THE TASK → Search the listing for the string "block" and copy every line that contains it.

PROVIDED DATA →

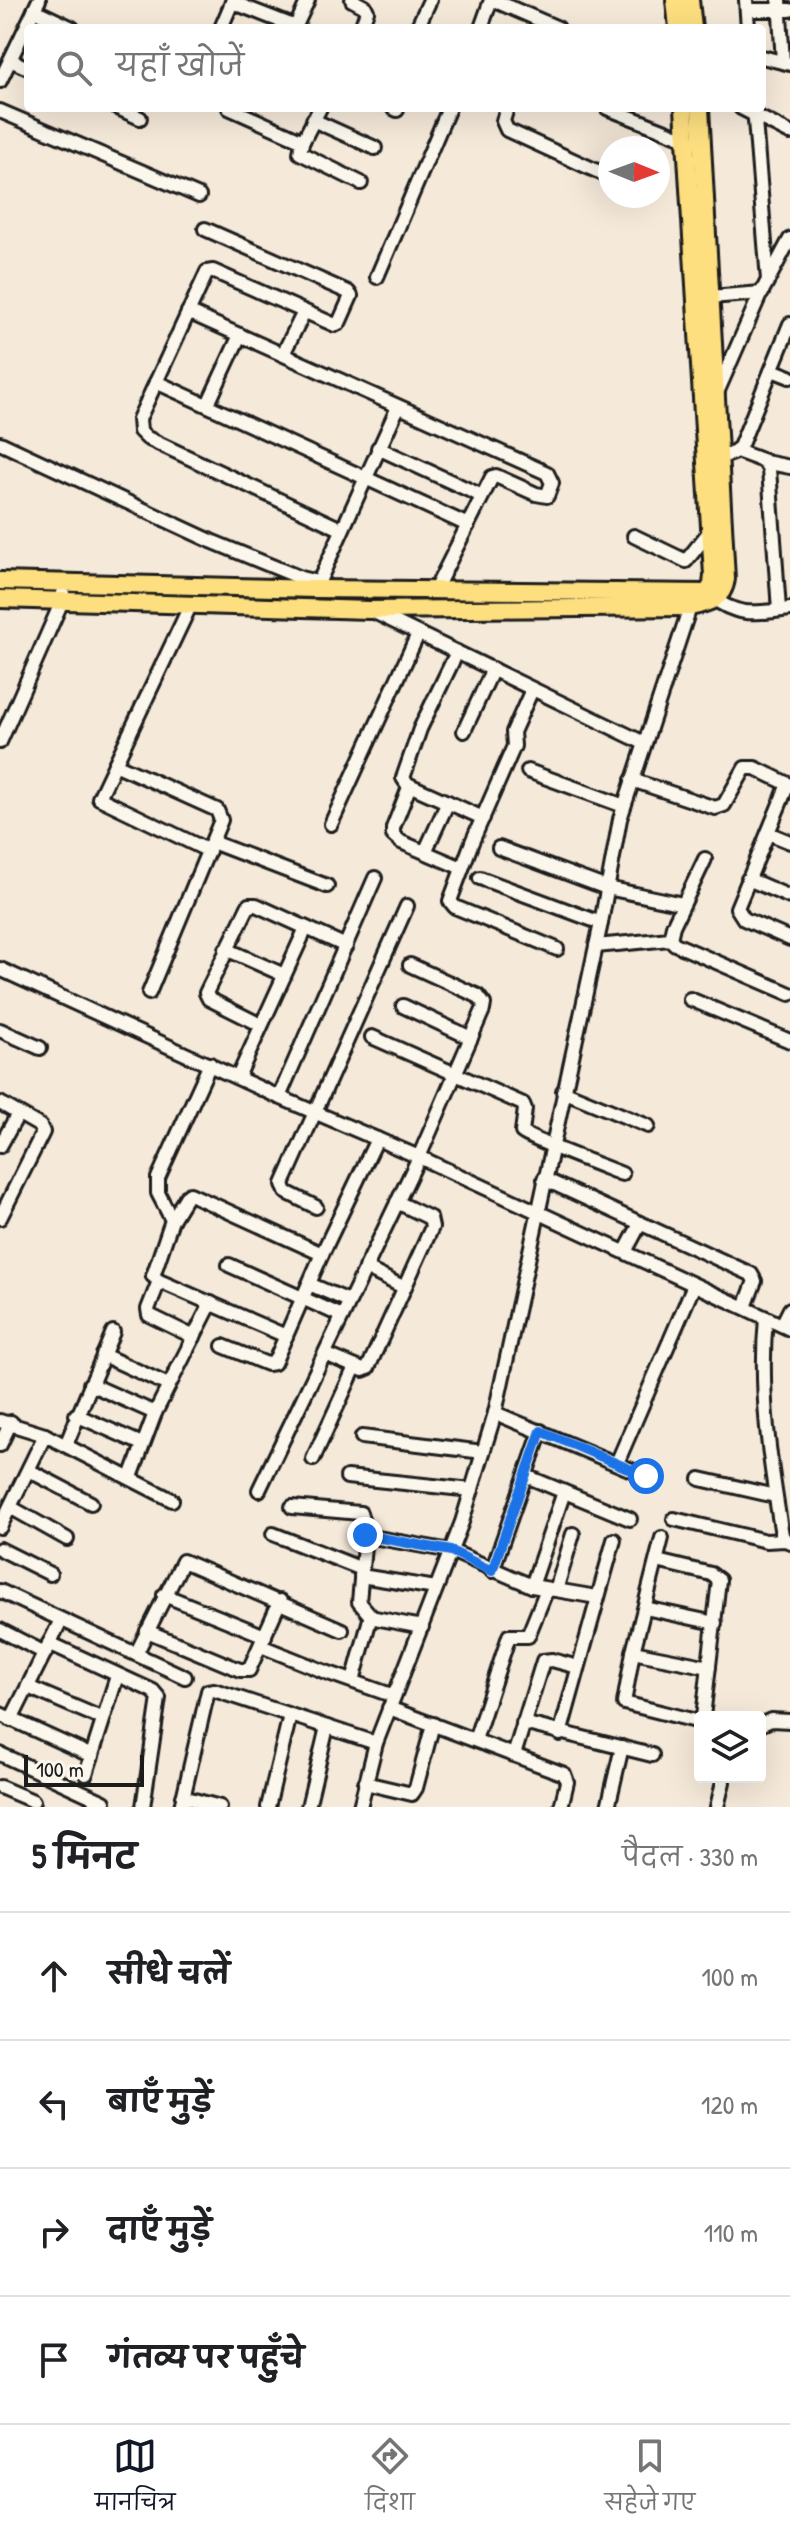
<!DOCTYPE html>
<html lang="hi">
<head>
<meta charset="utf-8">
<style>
	body { margin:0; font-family:"Patrick Hand","Playpen Sans Deva",sans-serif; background:#f2f2f2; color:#202124 }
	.controls { position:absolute; right:24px; bottom:24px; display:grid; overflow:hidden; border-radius:8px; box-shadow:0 8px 32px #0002 }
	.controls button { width:72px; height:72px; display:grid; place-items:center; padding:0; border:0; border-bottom:2px solid #e0e0e0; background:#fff; color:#202124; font:40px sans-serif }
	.compass { position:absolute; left:598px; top:136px; width:72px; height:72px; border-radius:50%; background:#fff; box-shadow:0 8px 32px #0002; rotate:91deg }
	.scale { position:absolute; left:24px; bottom:20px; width:120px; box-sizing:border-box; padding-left:8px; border:4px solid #1c1c1c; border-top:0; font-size:22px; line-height:28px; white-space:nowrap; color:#1c1c1c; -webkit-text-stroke:6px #fbf7ec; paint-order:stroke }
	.stop { position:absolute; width:24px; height:24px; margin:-18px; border:6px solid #1a73e8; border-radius:50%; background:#fff }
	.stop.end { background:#1a73e8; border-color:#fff; box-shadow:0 2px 8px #0008 }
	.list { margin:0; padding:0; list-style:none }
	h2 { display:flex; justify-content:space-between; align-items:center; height:104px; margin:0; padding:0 32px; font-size:34px }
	h2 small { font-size:26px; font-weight:400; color:#757577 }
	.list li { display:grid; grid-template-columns:52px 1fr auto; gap:24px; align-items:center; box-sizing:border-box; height:128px; padding:0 32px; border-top:2px solid #e0e0e0 }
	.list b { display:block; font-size:30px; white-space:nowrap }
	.list em { font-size:26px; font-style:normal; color:#757577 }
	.icon { flex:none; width:44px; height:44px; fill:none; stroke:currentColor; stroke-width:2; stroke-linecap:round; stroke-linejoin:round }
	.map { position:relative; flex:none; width:790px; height:1807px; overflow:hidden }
	.search { position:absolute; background:#fff; box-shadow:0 8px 32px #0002; left:24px; right:24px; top:24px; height:88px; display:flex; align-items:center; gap:20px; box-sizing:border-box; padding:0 28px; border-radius:8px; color:#757577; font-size:30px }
	.sheet { height:616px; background:#fff }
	nav { display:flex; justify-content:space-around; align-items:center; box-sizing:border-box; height:112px; border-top:2px solid #e0e0e0; background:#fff; font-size:22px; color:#757577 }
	nav a { display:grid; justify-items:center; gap:4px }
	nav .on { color:#111827 }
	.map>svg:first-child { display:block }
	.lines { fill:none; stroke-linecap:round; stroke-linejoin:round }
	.minor-casing { stroke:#1c1c1c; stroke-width:18 }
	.major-casing { stroke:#1c1c1c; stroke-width:22 }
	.minor { stroke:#fbf7ec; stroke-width:12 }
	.major { stroke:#fddf80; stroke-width:16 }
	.route { stroke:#1a73e8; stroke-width:10 }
</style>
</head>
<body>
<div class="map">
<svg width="790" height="1807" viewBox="0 0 790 1807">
	<rect width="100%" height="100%" fill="#f5e9d9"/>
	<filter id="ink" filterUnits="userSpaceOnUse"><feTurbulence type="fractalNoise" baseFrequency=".0125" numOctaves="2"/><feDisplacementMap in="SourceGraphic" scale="16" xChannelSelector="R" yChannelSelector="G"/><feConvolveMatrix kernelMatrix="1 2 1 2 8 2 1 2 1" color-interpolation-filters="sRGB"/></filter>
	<g filter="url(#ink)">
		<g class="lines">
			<g class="minor-casing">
				<g id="minor">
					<path d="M 352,0 L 365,7 L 367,11 L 361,28"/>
					<path d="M 493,0 L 558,28"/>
					<path d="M 746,0 L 748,28"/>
					<path d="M 779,0 L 783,62"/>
					<path d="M 232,2 L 296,27"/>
					<path d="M 34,10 L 72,28"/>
					<path d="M 747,10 L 790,10"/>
					<path d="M 221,28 L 233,0"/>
					<path d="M 295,28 L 308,0"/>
					<path d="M 417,28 L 430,0"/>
					<path d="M 481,28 L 491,0"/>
					<path d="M 762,57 L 790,64"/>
					<path d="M 10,60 L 28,68"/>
					<path d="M 0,81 L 39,0"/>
					<path d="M 118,108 L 140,118"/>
					<path d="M 229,108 L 303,141"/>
					<path d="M 320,108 L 302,143 L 300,153 L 361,183"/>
					<path d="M 393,108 L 397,110"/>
					<path d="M 507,108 L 503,121 L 507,130 L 610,177"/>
					<path d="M 607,108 L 691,141"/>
					<path d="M 741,108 L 790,133"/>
					<path d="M 754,108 L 768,280"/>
					<path d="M 0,111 L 199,196"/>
					<path d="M 313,120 L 375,148"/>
					<path d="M 205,229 L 348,292 L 351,296 L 339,323 L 335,325 L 213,271 L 207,272 L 139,419 L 140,431 L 147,438 L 341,529"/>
					<path d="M 377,277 L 449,108"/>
					<path d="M 710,297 L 762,293"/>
					<path d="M 188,312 L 547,473 L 552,483 L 547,496 L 536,494 L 496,476 L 492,477 L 435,590"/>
					<path d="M 283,354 L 304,312"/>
					<path d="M 772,370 L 790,377"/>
					<path d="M 156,382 L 468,525"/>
					<path d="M 716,395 L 759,297 L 790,239"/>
					<path d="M 208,404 L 240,335"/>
					<path d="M 0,443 L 211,541 L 301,578 L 318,582"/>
					<path d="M 378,448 L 482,496"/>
					<path d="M 737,451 L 764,461 L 769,469 L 779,610"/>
					<path d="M 720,457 L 731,454 L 740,447 L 790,324"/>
					<path d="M 765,462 L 790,467"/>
					<path d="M 634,536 L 686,561 L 710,531"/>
					<path d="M 317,586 L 398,407"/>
					<path d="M 710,596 C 739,618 756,613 790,609"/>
					<path d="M 191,604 L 99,798 L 209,851"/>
					<path d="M 372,611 L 644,743"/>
					<path d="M 457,652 L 420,729 L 403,778 L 407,784 L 483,818"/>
					<path d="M 530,690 L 530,694 L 513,732 L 514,746 L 472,842 L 450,901 L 455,907 L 557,949"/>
					<path d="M 464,731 L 493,669"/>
					<path d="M 0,742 L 62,601 L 63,593"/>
					<path d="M 115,764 L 217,810 L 221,820 L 149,993"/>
					<path d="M 528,771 L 624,806"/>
					<path d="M 632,780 L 715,808 L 724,805 L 745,768 L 755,768 L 790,785"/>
					<path d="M 788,784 L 737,908 L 744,919 L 790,939"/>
					<path d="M 410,785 L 393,828 L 393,835 L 401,842 L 462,868"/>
					<path d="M 331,824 L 418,634"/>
					<path d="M 768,833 L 790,842"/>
					<path d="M 212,842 L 327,886"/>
					<path d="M 499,848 L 607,888 L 683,904"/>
					<path d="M 425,852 L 448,802"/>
					<path d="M 480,878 L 601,923"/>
					<path d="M 748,879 L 790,897"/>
					<path d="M 670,939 L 673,926 L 705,859"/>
					<path d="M 596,946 L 670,939 L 675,944 L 790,994"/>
					<path d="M 226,949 L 284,975"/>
					<path d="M 0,969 L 279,1097 L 419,1157 L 790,1329"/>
					<path d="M 690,999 L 790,1041"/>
					<path d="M 403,1006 L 471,1038"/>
					<path d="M 261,1025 L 209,999 L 206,993 L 249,905 L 256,905 L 346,946"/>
					<path d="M 0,1030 L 40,1048"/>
					<path d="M 372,1037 L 523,1104 L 525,1109 L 522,1132 C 527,1138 607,1168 622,1174"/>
					<path d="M 210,1064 L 158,1178 L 158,1193 L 172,1220 L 153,1276 L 159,1281 L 286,1336"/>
					<path d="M 238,1077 L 306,928"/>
					<path d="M 563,1091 L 648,1126"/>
					<path d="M 279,1097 L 375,878"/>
					<path d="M 0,1103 L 40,1126 L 43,1132 L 0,1218"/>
					<path d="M 0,1146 L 18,1114"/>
					<path d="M 544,1179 L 751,1274 L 755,1281 L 745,1307"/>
					<path d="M 316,1207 L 286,1192 L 283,1184 L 407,906"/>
					<path d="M 172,1220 L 186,1197 L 190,1194 L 322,1254"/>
					<path d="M 625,1252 L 640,1224"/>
					<path d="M 229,1265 L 342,1316"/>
					<path d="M 365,1268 L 403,1287"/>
					<path d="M 159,1281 L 148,1309 L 149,1315 L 194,1337"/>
					<path d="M 309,1284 L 349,1301"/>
					<path d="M 766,1318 C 759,1390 770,1463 782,1535 L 785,1540"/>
					<path d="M 782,1325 L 790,1309"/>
					<path d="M 223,1346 L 267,1364 L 274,1363 L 322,1254 L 377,1139"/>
					<path d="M 325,1354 L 363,1370 L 368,1368 L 432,1227 L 430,1218 L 397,1202"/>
					<path d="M 103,1355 L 168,1385"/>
					<path d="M 90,1384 L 155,1413"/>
					<path d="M 495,1413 L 646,1476"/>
					<path d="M 76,1415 L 142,1444"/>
					<path d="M 0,1421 L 45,1435 L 172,1500"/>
					<path d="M 362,1437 L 483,1452"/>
					<path d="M 0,1445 L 11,1422"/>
					<path d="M 66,1445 L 113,1332"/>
					<path d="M 313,1459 L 355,1367"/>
					<path d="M 617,1463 L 694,1285"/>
					<path d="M 30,1471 L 91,1503"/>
					<path d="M 526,1476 L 630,1519"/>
					<path d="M 131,1477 L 155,1413 L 211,1303"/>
					<path d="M 347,1477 L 472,1490"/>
					<path d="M 700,1479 L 775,1496"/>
					<path d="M 259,1490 L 419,1157 L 483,1010 L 484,1004 L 478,996 L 410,965"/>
					<path d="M 10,1507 L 67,1539"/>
					<path d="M 292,1507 L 360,1513 L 367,1536 L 451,1551 L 532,1586 L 597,1597"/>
					<path d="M 674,1519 L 766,1541 L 785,1540 L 790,1542"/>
					<path d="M 0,1527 L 45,1435"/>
					<path d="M 273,1534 L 362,1569"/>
					<path d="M 662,1538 L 633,1652 L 624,1703 L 700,1722"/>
					<path d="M 0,1549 L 50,1574"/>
					<path d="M 657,1561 L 711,1574 L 719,1580 L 703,1717"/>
					<path d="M 492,1571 L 541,1431"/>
					<path d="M 361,1576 L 436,1588"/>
					<path d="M 532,1586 L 564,1492"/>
					<path d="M 556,1590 L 573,1534"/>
					<path d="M 0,1591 L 185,1677"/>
					<path d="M 164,1595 L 265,1636"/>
					<path d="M 645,1608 L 715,1623"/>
					<path d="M 370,1617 L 422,1627"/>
					<path d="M 0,1630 L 45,1653"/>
					<path d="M 147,1631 L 240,1670 L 249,1670 L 280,1601"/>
					<path d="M 49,1643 L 153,1691 L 159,1698 L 143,1807"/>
					<path d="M 261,1646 L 323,1671 L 394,1696"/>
					<path d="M 633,1652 L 709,1667"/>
					<path d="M 136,1654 L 183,1561 L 342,1630"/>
					<path d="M 353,1681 L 370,1619 L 370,1615 L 359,1602 L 365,1535"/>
					<path d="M 28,1687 L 103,1719"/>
					<path d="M 389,1708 L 564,1774 L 567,1782 L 561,1807"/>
					<path d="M 0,1714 L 92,1756"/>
					<path d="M 11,1720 L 61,1620"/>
					<path d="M 523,1723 L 652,1755"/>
					<path d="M 760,1725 L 771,1720 L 790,1721"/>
					<path d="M 560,1734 L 614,1540"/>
					<path d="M 475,1740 L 509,1636 L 528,1636 L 547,1589"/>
					<path d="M 0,1754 L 104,1802"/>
					<path d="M 514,1755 L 543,1661 L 552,1660 L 578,1667"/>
					<path d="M 86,1774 L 117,1676"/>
					<path d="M 365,1783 L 412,1794 L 416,1788 L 433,1724"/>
					<path d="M 0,1787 L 33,1801"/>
					<path d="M 183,1797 L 220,1807"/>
					<path d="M 181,1807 L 208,1691 L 214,1690 L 376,1743"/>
					<path d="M 268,1807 L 290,1715"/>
					<path d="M 308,1807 L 327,1727"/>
					<path d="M 360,1807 L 376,1743 L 462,1522 L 495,1413 L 601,923 L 620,819 L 690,607"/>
					<path d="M 608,1807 L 622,1747"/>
					<path d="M 717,1807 L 723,1782"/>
				</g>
			</g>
			<g class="major-casing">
				<g id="major">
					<path d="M 675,0 L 678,28"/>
					<path d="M 690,0 L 693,28"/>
					<path d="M 0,581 L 316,589 L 707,593 L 712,585 L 713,575 L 684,108"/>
					<path d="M 0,599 L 369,610 L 690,607 C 708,603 723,600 726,579 L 700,108"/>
				</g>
			</g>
			<use href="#minor" class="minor"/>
			<use href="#major" class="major"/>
		</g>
	</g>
	<g class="lines" filter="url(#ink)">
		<path class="route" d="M 365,1535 L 451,1551 L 492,1571 L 541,1431 L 646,1476"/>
	</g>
</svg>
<div class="controls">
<button><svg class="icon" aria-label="layers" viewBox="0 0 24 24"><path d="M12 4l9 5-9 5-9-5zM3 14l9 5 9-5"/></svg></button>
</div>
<svg class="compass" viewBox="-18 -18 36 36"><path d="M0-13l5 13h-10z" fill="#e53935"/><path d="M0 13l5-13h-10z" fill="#757577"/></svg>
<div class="scale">100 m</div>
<div class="stop" style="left:646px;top:1476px"></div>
<div class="stop end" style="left:365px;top:1535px"></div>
<div class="search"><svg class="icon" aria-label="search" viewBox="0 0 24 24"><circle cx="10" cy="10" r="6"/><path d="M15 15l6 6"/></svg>यहाँ खोजें</div>
</div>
<section class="sheet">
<h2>5 मिनट<small>पैदल · 330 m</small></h2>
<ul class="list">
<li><svg class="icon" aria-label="ahead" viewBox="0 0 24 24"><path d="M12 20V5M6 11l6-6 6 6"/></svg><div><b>सीधे चलें</b></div><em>100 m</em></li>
<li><svg class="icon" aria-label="left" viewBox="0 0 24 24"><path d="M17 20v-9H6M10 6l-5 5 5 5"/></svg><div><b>बाएँ मुड़ें</b></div><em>120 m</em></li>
<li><svg class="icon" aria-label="right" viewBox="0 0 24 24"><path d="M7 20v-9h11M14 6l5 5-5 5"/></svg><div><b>दाएँ मुड़ें</b></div><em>110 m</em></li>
<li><svg class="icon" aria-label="arrive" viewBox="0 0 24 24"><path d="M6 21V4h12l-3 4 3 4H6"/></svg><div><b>गंतव्य पर पहुँचे</b></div></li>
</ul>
</section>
<nav>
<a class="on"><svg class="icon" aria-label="map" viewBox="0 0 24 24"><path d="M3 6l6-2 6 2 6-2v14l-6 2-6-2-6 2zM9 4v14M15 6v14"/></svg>मानचित्र</a>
<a><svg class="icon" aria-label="directions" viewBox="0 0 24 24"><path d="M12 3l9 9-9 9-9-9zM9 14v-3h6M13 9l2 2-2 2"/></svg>दिशा</a>
<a><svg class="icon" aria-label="saved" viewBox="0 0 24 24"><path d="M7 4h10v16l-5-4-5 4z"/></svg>सहेजे गए</a>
</nav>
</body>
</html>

YOUR SOLUTION →
	.list b { display:block; font-size:30px; white-space:nowrap }
	.map>svg:first-child { display:block }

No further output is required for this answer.